Finney Blake (Mason Thames) and Gwen (Madeleine McGraw)

There are striking visuals sprinkled throughout the movie. The shots of The Grabber atop of the staircase are slow, prolonging and pensive. Much like how The Grabber is pretending to fall asleep and lure the kids to coming upstairs, I think it is safe to say that Derrickson is lulling the audience to comfotability.

The Black Phone has the pace of a herky-jerky point guard in their prime. The ability to change pace doesn’t allow the defender to get comfortable. Viewers are put in the same quandary watching The Black Phone. There are the slow zooms of the camera and slow movements of The Grabber, but counter those with the sudden flash moments of Finney’s phone friends or the explosive moments of violence. It is all a dance, and the viewer is not in the lead. Derrickson is at the helm and he is taking us to every corner of the dance floor.

What instrument is Derrickson playing when composing this thrilling dance? That would be none other than Ethan Hawke. The four-time Oscar nominee had a good 2021 and 2022, starting with the better-than-it-ought-to-be The Guilty (2021), followed by The Black Phone and the The Northman (2022)..

In The Black Phone, Hawkes is returning the world of conventional thriller for the first time since The Purge (2013). This time around he is not the one running from the masked killers, rather he is the terrorizer.

Hawke is very good as The Grabber, but I am man enough to say that I wish we got a little bit more of him. His screen time is like that of Hannibal Lector; a high impact, low-minute MVP. Anthony Hopkins is the Michael Jordan of this debate, but Ethan Hawke credits himself nicely as an honorary disciple.

Ethan Hawke As The Grabber

The costume of The Grabber deserves a shout out. Amy Andrews took whatever is written in Joe Hill’s short story and made it a visual stamp for the audiences. You need a good bad guy with a good look to leave as much of an impression as Hawke and The Black Phone does. The mask, the addition, the white face paint, the black balloons. They all combine for a scary form of art. If The Grabber did not have as distinguished a look as he does, then The Black Phone would not be as strong or as memorable.

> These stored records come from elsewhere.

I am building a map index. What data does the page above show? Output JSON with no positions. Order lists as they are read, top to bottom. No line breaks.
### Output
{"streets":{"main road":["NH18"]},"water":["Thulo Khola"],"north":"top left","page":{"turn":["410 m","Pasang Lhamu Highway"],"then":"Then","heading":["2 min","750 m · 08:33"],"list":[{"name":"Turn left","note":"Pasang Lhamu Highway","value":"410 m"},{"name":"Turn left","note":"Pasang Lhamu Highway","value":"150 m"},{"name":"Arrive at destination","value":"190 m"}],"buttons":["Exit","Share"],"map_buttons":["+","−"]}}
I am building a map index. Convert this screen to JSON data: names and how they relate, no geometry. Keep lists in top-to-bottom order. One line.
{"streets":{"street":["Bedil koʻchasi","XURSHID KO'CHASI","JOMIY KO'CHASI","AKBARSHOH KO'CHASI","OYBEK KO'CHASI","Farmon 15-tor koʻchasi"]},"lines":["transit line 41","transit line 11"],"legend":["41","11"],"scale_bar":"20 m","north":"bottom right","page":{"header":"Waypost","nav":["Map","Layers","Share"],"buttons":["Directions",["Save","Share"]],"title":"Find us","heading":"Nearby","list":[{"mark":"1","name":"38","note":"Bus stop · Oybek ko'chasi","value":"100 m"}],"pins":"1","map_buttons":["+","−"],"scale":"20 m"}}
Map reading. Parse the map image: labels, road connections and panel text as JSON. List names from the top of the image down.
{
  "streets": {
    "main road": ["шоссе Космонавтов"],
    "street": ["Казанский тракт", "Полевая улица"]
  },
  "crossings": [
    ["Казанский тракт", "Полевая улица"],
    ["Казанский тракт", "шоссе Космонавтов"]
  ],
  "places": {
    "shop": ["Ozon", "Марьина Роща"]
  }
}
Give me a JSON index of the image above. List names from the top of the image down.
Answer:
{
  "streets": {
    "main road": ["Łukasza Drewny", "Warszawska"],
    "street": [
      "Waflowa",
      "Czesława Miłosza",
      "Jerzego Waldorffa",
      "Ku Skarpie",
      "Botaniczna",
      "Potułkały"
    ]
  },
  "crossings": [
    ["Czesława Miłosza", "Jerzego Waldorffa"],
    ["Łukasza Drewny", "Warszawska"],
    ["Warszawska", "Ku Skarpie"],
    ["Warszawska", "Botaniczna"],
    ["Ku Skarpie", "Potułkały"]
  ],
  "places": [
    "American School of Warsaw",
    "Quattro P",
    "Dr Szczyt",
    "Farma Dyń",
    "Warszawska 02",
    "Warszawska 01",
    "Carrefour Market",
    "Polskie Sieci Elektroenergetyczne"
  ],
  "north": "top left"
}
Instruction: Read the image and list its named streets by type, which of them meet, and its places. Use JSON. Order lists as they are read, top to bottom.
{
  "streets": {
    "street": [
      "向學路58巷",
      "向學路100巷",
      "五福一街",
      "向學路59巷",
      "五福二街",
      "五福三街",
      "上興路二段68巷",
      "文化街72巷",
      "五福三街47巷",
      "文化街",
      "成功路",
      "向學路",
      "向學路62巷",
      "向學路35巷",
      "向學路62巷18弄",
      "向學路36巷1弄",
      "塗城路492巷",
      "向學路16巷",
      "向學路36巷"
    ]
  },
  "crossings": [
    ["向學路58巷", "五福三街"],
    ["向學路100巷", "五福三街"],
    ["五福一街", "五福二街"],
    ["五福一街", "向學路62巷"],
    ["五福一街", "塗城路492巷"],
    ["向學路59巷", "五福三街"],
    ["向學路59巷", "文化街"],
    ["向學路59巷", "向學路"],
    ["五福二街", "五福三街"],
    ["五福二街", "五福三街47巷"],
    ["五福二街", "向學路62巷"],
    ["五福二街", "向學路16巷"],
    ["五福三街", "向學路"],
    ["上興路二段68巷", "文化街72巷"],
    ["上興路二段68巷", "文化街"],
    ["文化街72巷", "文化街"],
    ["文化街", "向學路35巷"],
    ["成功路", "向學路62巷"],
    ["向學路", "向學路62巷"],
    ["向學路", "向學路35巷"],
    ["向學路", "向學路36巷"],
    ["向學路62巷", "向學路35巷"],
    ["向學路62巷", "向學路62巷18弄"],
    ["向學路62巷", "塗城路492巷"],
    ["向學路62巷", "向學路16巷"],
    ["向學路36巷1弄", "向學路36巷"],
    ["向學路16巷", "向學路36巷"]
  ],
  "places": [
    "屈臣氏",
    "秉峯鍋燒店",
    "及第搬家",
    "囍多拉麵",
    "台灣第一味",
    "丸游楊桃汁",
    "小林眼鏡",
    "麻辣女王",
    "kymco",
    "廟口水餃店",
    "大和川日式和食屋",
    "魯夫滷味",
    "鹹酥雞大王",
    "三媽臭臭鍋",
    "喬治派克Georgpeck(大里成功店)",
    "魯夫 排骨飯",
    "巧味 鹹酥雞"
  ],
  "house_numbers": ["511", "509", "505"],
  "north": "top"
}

The Black Phone is a very well made movie. It is not the ultra-scary vibe that I personally expected, but it is still worth watching. It is fun in a twist way to watch Hawke morph into this deranged killer. It is fun to have Derrickson throwing the audience off-speed pitches and then chewing off our handles with fastballs. The 1970s vibe, neutered colors, clever filmmaking and amicable acting make The Black Phone a top of the list priority on Peacock.